How to respond?

by Shawna 3 years ago

How should you respond to an district level administator who wants to replace our physical libraries with Sora?

Mariah Gerlach 3 years ago

Hi Shawna! 

I hope you are able to gather lots of information to back you up here!  There are so many valid reasons to keep your physical library.  One brief instance I ran into just the other day was a situation where a student of mine needed to do some research for US Governement on the Constitution, but he told me he could not do the research online because he currently had a concussion from football!   I had not thought of that as a reason why I should keep resources in physical format before, but now I am revisiting my process.  As long as we have high-impact sports (or students that play club sports), this will be a reality. 

Shawna 3 years ago

Mariah,

I am working on it!  To be honest I am still in shock at the news.  I am trying my very best to remain professional and calm, but I am still wondering how to approach this news.  I don't know if library advocacies are going to be enough.

Thank you for taking the time to respond.  Your words and ideas are greatly appreciated.

Chris Haught 3 years ago

Hi Shawna,

As Mariah mentioned, there are many reports that show that efficacy of a school librarian. Just to clarify, is your admin wanting to to just replace physical books with Sora or use Sora to replace the library overall. In my opinion, two different cases. I'll address replacing the physical with digital.

To me, Sora has always been a supplement to a school library. I work with many rural school libraries that have low student counts (ie low budgets) and a consortium/district library helps to supplement the physical library.

The books in Overdrive/Sora come in a variety of  lending models determined by the publishers,  Many of the publishers have switched to the Metered Access or Cost per Click model. This is great because you can manage access when a book is popular, but stop purchasing it when it loses momentum. Think of all the copies of Harry Potter you likely have on your physical shelf. With MA/CPC, you can purchase more when the title is hot, then not renew. But this means a lot of your budget can go to renewing the MA/CPC books. Unlike your physical library where you you get to keep a copy forever the One Copy/One User books available in Sora are becoming more and more less available, again, the publishers set this, not Overdrive.

Overall, I believe it can be more expensive, and definately more work to maintain a digital library in a school/district site as a sole source. 

I work for a regional service center, we provide services to 5 school districts and 7 charter schools. By building a shared  Overdrive/Sora library to supplement the physical libraries,  we have been able to provide a  large collection of books to supplement our rural schools. Our school librarians pay 1.25 per student every year and students have access to books that they would not be able to find in their school.

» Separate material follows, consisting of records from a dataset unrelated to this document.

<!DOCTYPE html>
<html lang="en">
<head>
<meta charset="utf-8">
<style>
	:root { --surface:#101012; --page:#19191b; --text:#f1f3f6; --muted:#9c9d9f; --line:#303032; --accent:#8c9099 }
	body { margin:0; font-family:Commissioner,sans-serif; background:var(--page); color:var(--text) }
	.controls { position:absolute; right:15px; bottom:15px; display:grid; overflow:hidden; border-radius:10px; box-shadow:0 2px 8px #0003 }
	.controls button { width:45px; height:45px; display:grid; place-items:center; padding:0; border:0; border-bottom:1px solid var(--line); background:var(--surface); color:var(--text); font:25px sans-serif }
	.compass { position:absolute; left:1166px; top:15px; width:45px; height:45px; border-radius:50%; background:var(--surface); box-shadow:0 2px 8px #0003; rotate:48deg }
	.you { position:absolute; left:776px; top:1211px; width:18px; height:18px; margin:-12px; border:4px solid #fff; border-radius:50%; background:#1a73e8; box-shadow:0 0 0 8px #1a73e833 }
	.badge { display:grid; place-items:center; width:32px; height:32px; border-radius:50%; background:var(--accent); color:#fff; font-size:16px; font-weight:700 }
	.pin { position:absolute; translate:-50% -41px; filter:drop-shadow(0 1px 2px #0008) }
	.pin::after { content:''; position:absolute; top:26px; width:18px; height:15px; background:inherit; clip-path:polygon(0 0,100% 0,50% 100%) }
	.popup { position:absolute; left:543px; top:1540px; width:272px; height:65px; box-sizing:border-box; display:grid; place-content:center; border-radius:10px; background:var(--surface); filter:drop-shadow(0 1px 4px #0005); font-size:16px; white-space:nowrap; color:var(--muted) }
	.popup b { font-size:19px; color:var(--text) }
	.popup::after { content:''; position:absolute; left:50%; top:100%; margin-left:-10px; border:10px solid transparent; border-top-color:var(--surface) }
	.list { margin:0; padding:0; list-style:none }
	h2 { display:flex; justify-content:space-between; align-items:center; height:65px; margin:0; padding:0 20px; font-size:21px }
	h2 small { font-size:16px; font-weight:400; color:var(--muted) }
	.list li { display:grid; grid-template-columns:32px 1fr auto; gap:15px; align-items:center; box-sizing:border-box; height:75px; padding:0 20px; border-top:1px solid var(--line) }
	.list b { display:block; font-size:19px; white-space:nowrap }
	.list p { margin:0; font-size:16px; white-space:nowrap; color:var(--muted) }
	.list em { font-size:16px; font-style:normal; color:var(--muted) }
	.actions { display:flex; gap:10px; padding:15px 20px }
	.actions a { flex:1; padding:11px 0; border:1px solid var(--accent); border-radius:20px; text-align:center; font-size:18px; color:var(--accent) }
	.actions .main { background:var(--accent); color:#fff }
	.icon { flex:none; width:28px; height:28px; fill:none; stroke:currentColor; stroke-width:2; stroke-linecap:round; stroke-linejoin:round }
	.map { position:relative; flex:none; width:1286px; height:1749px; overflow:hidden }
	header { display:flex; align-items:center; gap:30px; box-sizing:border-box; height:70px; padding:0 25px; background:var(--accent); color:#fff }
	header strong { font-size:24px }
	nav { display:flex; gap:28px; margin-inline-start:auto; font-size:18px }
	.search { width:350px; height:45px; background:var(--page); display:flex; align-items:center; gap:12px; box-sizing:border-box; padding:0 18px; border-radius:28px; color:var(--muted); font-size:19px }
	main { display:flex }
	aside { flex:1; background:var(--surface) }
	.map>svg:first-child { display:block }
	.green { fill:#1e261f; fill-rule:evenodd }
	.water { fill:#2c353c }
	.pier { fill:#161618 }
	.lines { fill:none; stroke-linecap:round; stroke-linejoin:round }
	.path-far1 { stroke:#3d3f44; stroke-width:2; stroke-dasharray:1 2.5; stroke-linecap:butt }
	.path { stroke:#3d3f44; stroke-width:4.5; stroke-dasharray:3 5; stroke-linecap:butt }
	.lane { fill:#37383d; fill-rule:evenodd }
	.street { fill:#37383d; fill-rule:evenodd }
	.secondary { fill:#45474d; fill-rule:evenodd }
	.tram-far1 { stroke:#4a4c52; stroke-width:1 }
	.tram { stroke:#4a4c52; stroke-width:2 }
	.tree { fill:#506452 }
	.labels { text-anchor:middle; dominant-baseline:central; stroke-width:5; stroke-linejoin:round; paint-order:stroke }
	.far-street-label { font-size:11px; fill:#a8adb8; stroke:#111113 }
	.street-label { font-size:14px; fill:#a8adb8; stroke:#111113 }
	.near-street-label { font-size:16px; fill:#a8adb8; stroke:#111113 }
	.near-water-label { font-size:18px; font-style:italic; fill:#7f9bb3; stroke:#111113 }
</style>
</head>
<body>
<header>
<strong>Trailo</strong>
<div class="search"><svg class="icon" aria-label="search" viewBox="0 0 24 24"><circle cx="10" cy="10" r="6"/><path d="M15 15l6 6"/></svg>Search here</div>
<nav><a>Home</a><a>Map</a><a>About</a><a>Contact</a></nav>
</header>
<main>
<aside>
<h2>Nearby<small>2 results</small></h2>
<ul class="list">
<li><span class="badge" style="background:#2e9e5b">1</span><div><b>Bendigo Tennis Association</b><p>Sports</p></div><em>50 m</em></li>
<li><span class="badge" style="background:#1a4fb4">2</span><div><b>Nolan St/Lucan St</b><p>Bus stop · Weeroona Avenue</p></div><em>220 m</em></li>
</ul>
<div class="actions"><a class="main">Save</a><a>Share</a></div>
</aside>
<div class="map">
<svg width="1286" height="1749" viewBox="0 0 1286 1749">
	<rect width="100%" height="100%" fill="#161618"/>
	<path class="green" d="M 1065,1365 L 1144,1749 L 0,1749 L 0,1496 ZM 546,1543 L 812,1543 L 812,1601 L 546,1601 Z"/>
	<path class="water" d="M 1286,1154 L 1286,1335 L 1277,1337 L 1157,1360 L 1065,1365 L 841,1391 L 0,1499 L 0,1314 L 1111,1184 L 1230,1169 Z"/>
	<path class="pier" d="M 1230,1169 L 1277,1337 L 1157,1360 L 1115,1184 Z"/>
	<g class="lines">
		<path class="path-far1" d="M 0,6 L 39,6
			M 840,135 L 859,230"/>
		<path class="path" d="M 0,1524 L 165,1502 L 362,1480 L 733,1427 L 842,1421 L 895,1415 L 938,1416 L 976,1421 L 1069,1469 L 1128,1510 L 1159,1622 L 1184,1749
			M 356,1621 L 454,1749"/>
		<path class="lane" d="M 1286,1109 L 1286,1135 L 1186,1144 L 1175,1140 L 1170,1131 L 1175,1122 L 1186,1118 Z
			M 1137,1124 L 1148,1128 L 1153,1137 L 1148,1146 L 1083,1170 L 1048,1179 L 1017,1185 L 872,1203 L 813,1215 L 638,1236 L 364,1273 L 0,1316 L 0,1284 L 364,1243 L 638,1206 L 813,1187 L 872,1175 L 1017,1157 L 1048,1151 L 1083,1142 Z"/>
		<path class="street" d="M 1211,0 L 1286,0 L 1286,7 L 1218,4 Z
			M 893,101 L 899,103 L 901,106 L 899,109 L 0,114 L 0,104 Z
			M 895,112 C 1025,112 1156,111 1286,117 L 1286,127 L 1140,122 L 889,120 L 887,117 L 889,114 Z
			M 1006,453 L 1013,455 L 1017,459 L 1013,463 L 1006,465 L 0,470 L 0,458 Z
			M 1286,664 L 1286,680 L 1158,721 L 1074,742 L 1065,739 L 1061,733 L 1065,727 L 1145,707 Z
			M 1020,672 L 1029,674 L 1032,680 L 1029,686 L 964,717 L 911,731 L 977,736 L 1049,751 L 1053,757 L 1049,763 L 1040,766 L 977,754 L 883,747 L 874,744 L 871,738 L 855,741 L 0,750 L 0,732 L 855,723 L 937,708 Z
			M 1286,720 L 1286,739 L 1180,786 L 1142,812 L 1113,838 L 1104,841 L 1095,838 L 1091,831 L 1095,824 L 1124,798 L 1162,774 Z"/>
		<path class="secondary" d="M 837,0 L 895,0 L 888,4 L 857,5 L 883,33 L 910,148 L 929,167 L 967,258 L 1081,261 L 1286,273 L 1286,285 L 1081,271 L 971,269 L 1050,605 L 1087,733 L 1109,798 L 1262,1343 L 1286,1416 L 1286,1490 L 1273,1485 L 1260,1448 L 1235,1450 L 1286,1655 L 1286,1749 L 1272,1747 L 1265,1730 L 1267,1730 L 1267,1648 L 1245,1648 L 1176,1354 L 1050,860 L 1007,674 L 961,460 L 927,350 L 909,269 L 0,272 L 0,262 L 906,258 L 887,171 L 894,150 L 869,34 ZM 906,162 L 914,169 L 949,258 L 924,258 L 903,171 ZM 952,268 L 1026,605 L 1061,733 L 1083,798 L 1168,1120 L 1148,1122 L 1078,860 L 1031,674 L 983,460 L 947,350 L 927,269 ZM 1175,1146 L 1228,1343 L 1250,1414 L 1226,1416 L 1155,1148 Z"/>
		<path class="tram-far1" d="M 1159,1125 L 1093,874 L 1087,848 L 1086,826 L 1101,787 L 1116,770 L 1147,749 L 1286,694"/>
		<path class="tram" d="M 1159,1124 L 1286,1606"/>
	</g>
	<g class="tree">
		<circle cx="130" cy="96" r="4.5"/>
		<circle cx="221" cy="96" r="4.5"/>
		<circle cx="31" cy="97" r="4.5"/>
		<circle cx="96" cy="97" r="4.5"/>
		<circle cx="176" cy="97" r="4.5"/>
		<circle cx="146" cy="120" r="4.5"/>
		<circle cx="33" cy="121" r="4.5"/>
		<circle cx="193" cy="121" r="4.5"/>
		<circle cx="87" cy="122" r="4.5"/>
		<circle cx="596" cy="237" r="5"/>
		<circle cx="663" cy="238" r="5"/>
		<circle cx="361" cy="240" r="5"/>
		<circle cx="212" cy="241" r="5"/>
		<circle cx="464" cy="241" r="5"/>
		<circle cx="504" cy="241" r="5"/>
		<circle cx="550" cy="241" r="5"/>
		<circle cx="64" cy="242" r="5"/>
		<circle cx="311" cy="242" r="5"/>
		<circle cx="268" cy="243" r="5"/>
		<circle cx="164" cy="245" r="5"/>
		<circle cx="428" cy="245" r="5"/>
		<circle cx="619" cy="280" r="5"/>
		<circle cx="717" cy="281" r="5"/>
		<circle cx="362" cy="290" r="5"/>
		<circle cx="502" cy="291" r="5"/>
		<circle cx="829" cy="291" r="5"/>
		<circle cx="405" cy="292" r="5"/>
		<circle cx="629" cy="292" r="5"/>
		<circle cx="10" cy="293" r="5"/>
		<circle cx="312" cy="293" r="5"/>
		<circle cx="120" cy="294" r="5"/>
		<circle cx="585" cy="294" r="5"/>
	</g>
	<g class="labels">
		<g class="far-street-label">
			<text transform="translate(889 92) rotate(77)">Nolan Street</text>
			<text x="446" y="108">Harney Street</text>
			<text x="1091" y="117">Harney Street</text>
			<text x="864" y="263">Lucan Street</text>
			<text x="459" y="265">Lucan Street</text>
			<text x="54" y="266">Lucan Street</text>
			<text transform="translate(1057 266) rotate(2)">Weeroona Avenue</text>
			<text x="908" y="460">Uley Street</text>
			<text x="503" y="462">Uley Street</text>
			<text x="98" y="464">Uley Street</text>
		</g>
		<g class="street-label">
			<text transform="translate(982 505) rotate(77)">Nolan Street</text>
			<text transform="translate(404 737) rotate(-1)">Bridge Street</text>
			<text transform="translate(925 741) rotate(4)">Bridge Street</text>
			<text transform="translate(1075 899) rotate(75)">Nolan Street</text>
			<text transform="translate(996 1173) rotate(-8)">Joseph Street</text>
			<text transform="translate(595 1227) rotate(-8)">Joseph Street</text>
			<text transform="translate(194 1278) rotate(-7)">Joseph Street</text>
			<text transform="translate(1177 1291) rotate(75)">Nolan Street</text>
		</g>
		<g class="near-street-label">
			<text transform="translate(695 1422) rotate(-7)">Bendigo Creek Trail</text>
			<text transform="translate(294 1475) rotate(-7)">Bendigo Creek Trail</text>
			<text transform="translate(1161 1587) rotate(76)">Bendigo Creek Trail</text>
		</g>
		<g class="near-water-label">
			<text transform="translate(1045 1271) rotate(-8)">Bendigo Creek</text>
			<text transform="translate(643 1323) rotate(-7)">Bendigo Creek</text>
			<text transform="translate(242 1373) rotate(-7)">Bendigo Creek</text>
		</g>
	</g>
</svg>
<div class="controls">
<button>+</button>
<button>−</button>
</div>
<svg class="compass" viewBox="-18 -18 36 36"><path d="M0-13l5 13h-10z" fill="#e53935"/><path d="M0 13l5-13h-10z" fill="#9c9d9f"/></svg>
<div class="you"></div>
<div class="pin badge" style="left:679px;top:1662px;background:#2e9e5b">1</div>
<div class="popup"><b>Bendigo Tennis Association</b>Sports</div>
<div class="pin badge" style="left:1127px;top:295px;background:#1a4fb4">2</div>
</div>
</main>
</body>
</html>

There is more to this though. A library is not just about the books, and that's another discussion!

Chris Haught 3 years ago

I forgotr to mention Equitable Access, by moving to an online (only) library, you may be excluding a large population of students that don't have devices/acess.

Shawna 3 years ago

Chris,

I have been working on trying to get professional development for the other librarians that I work with and this got brought up because of those efforts.  It is my understanding that they want to replace the physical school libraries with Sora.  If that happens what comes next?

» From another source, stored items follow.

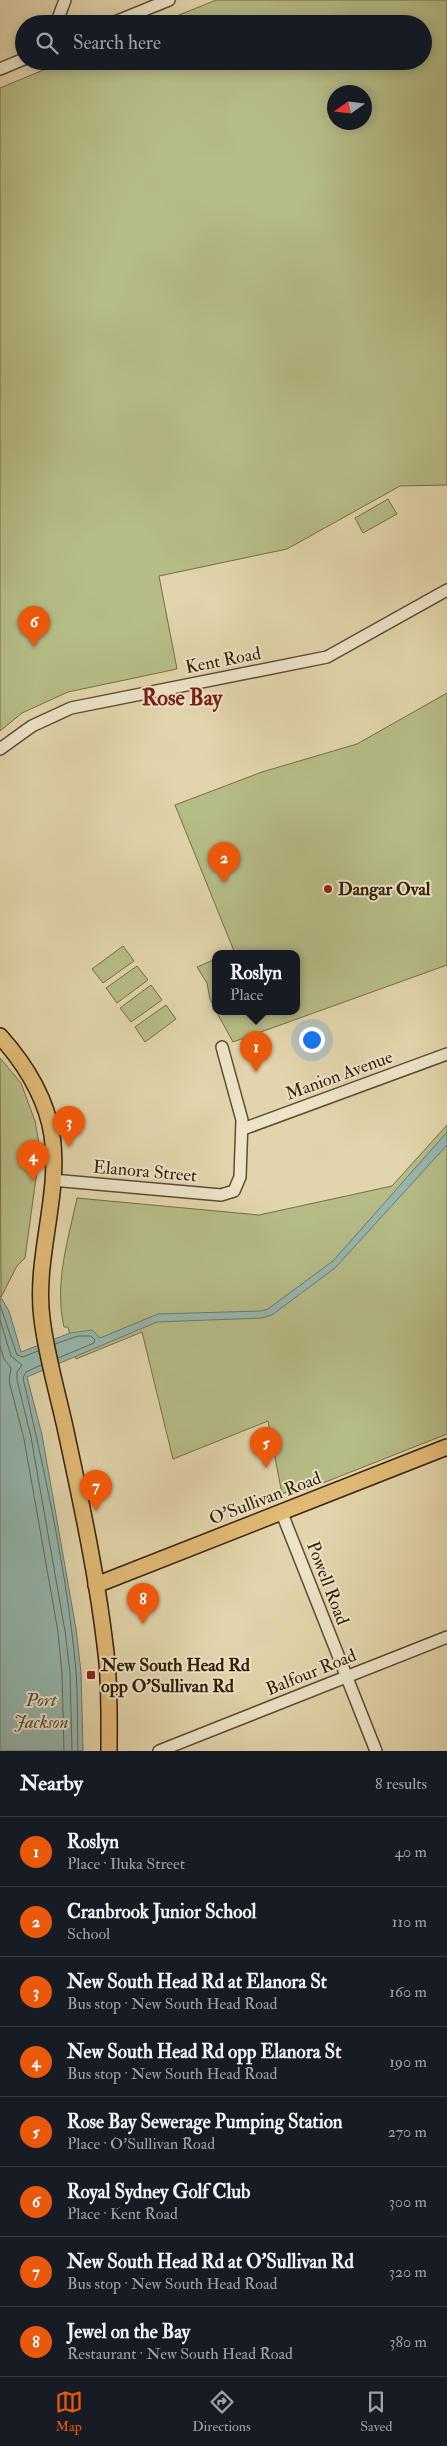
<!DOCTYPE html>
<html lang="en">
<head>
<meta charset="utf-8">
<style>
	:root { --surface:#171b24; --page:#242831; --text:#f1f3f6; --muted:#9ea1a6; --line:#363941; --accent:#ea580c }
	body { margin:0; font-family:"IM FELL Double Pica",serif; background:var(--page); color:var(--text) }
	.compass { position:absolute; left:327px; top:85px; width:45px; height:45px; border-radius:50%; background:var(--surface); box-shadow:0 2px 12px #0003; rotate:256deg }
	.you { position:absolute; left:311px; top:1039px; width:18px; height:18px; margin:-12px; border:4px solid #fff; border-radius:50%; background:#1a73e8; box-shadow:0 0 0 8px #1a73e833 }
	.badge { display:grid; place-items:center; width:32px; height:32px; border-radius:50%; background:var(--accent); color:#fff; font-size:16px; font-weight:700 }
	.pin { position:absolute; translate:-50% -41px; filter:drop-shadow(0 1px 2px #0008) }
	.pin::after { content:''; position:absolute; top:26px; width:18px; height:15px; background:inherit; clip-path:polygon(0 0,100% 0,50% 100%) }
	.popup { position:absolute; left:212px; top:950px; width:88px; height:65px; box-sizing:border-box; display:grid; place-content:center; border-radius:10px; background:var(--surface); filter:drop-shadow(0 1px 4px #0005); font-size:16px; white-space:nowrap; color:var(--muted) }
	.popup b { font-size:19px; color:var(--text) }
	.popup::after { content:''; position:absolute; left:50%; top:100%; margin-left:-10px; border:10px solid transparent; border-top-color:var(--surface) }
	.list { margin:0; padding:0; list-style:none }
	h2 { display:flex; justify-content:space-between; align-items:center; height:65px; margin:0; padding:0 20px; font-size:21px }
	h2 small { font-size:16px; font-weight:400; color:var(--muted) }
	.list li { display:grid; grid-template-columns:32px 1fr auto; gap:15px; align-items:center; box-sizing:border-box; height:70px; padding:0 20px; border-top:1px solid var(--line) }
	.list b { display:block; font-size:19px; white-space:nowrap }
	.list p { margin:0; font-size:16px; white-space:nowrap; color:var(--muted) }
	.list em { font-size:16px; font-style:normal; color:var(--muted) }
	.icon { flex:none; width:28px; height:28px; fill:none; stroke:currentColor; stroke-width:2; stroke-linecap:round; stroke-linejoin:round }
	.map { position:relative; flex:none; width:447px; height:1751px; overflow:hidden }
	.search { position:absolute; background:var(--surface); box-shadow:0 2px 12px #0003; left:15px; right:15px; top:15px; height:55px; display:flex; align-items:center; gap:12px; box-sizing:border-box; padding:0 18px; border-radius:28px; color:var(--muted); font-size:19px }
	.sheet { height:625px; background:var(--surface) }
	nav { display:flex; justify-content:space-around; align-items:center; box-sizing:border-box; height:70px; border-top:1px solid var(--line); background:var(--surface); font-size:14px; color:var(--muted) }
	nav a { display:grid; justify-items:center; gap:2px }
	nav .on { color:var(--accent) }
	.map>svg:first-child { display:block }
</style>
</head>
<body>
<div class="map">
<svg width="447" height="1751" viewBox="0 0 447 1751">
	<rect width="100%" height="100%" fill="#e2d4ab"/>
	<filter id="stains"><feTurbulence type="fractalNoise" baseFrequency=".004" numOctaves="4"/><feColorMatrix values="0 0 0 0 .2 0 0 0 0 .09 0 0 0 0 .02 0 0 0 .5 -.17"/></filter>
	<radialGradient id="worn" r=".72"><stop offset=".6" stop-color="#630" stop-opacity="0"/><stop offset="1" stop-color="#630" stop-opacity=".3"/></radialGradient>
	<g fill="#b6bc87" stroke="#756e46" fill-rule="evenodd">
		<path d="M216,0h231v485l-47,1 -113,63 -128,27 18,93 -109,23 -46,21 -22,18v-643l65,-27h358v-37h-266zM334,92h30v30h-30z"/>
		<polygon points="388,499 397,514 363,533 355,518"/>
		<polygon points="447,693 447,965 233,1042 216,1011 296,1011 296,953 229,953 234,951 175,805 262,772 357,744"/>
		<polygon points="123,946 134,961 103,983 92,969"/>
		<polygon points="216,959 216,1011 210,999 207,983 197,967"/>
		<polygon points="137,966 148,980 117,1003 106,988"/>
		<polygon points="151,985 162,1000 131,1022 120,1008"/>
		<polygon points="166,1005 176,1019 145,1042 135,1027"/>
		<polygon points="0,1058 21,1083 35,1121 40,1149 25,1258 17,1266 1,1297"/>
		<path d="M447,1125v309l-157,62 -3,-4 -5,2 -14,-73 -95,38 -31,-127 -66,27 -8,-32h-4c-10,-44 4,-86 13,-129l182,17 133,-29z"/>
	</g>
	<polygon fill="#95b7af" stroke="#6e7a6b" points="447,1132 447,1145 335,1268 272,1315 262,1318 157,1322 27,1377 42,1435 76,1629 81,1672 83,1751 0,1751 0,1296 9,1311 21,1352 70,1333 92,1330 100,1338 158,1314 261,1311 268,1309 333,1261"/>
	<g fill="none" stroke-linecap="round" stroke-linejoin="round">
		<g stroke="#646b5a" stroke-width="1">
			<polyline points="0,1305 17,1355 23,1357 38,1351"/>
			<polyline points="0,1320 11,1356 22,1365 17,1372 17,1380 31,1437 65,1631 70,1673 72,1751"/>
			<polyline points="55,1344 78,1336 91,1336 95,1340 94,1343 58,1358"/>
			<polyline points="0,1346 4,1359 11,1368 9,1381 24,1439 58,1632 62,1674 64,1751"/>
			<path d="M41,1365l-15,7 -3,6c22,96 44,194 53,293 2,26 1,53 2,80"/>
		</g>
		<g stroke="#604c2e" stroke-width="14">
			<g id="minor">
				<polyline points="56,24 65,0"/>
				<polyline points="110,24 169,0"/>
				<polyline points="0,69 24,59"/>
				<polyline points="0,749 32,726 71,708 327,657 447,590"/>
				<polyline points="243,1129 447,1054"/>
				<polyline points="52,1180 221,1195 234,1191 240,1177 242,1120 222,1047"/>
				<polyline points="281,1511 376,1751"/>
				<polyline points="159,1751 447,1637"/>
			</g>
		</g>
		<g stroke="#341f05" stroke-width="18">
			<g id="major">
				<path d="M0,1036c25,28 46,61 52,99 9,61 -18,123 -10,184 5,41 18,82 26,122 15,70 30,141 38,212 4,32 3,65 3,98"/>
				<polyline points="96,1585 447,1447"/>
			</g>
		</g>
		<use href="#minor" stroke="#ece3c8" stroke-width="11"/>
		<use href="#major" stroke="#e1ba76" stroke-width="15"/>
	</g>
	<g fill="#8f2418" stroke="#ece3c8" stroke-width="2">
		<circle cx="328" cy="889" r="5"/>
		<rect x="86" y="1670" width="10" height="10" rx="2.5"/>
	</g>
	<g text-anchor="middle" stroke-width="4" stroke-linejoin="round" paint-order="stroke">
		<g font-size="18" fill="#341f05" stroke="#ece3c8">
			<text transform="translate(223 660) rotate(-11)" y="6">Kent Road</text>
			<text transform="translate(339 1075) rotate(-20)" y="6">Manion Avenue</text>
			<text transform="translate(145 1171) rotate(5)" y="6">Elanora Street</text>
			<text transform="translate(265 1498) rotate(-21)" y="6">O'Sullivan Road</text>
			<text transform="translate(328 1583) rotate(69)" y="6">Powell Road</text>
			<text transform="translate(311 1672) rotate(-22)" y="6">Balfour Road</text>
		</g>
		<g font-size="18" font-weight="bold" fill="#341f05" stroke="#ece3c8" text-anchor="start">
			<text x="338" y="895">Dangar Oval</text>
			<text x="101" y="1671">New South Head Rd<tspan x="101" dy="21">opp O'Sullivan Rd</tspan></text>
		</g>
		<g font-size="19" font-style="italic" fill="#514d38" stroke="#ece3c8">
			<text x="41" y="1706">Port<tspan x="41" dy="22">Jackson</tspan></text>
		</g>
		<g font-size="22" font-weight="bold" fill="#7a1f14" stroke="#ece3c8">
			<text x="182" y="705">Rose Bay</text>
		</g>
	</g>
	<rect width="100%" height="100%" filter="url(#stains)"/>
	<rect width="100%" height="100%" fill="url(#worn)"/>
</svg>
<svg class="compass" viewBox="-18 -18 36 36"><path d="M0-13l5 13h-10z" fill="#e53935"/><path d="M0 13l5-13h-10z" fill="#9ea1a6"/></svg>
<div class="you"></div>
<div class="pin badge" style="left:256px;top:1072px">1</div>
<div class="popup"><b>Roslyn</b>Place</div>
<div class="pin badge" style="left:224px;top:883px">2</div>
<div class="pin badge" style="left:69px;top:1147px">3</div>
<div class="pin badge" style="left:33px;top:1181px">4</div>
<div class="pin badge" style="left:266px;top:1468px">5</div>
<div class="pin badge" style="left:34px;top:647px">6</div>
<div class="pin badge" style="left:96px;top:1511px">7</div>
<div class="pin badge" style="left:143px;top:1624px">8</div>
<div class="search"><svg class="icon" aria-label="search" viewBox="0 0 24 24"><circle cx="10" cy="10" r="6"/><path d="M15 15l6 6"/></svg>Search here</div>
</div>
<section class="sheet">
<h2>Nearby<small>8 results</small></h2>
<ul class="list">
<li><span class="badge">1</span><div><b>Roslyn</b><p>Place · Iluka Street</p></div><em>40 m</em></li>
<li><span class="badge">2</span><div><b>Cranbrook Junior School</b><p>School</p></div><em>110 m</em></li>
<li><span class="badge">3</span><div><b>New South Head Rd at Elanora St</b><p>Bus stop · New South Head Road</p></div><em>160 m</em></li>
<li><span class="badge">4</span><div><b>New South Head Rd opp Elanora St</b><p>Bus stop · New South Head Road</p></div><em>190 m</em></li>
<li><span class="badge">5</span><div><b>Rose Bay Sewerage Pumping Station</b><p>Place · O'Sullivan Road</p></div><em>270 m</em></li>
<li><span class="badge">6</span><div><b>Royal Sydney Golf Club</b><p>Place · Kent Road</p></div><em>300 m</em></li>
<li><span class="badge">7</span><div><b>New South Head Rd at O'Sullivan Rd</b><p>Bus stop · New South Head Road</p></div><em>320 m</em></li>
<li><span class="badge">8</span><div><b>Jewel on the Bay</b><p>Restaurant · New South Head Road</p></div><em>380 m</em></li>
</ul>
</section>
<nav>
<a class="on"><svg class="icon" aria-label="map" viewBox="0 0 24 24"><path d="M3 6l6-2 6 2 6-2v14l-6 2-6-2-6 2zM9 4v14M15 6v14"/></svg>Map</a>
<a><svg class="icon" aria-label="directions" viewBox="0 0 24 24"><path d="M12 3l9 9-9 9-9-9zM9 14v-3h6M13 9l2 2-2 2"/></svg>Directions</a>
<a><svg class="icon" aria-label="saved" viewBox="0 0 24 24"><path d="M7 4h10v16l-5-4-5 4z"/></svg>Saved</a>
</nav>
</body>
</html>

I am currently working with my building administrator, title 1 teacher, district literacy coach, and any other person I can think of to stop this agenda in its tracks.  I have also printed off the State Core for Library Media and trying this approach too.

Thank you for taking the time to respond :)

Chris Haught 3 years ago

Keep us posted, as much as I love Sora, I would hate to see that happen, thanks for all your efforts.